Yes. I can imagine lumping many modules into a single library. My main executable may import all of them somewhere, however I may want to have separate unit test binaries for modules A and B that only import their own module, but link against a lib that has both. And for the sake of argument, let’s assume that both modules have some self-registering objects in dynamic init, and it is important that they both run in both unit tests.
That sounds like it will result in roughly one function call per import statement in the program prior to main. How ABI resilient does this need to be? Could the PMI collect up all imports from all of its interface units and imported partitions to remove duplicates, or do you need to support replacing a single interface partition without recompiling the PMI? Is a TU allowed to omit calling the initializer for one of its imports A if it can see that another import B also has an interface dependency on A, or do you need to be prepared for B to be replaced with a version that doesn’t import A transitively? If some leaf TU doesn’t have any dynamic init and says so in its BMI, do importers still need to call its init function in case it is replaced? If not can this be transitively done for any TU where all interface dependencies have no dynamic init?
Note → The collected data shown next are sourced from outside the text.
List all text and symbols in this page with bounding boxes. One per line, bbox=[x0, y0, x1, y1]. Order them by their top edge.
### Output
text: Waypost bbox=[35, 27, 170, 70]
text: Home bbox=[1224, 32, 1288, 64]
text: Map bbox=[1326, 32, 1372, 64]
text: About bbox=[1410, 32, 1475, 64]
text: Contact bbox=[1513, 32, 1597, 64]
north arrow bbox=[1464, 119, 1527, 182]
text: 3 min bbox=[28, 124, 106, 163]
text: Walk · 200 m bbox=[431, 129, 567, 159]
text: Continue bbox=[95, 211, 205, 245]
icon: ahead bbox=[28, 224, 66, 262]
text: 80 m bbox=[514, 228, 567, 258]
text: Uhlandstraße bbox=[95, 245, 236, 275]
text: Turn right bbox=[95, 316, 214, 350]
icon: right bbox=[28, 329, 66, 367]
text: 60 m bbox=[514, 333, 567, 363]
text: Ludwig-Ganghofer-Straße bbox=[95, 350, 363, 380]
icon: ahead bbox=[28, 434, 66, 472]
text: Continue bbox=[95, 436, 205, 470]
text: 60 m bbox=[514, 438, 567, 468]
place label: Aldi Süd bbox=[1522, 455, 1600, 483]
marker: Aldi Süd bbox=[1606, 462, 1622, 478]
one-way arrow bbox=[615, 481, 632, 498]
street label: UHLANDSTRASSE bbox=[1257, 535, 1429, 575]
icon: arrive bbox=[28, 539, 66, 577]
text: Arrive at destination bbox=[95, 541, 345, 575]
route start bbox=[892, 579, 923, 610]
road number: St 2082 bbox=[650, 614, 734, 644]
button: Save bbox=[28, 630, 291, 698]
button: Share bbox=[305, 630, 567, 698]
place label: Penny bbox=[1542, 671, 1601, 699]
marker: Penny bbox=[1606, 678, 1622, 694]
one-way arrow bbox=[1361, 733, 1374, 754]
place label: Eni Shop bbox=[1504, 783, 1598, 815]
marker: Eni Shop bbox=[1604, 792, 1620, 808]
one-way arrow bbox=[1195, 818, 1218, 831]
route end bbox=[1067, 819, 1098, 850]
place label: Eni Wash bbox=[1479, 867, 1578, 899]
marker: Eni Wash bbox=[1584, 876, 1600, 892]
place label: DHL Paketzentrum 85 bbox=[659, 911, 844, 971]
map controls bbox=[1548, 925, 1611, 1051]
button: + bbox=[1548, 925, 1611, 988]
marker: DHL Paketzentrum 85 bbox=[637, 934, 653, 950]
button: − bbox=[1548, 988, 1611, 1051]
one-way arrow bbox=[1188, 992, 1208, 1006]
Also, is there any way that this could instead be written in some metadata tables showing the direct dependencies and resolved by the linker into a single ordered list of either flat per-TU or per-object initializers for each DSO? That seems a bit better to me than trying to do it pessimistically via function calls.
That optimization would only help for implementation partitions that have their own dynamic init. That seems likely to be enough of an edge case to not be worth microoptimizing for, even if it were valid to do so.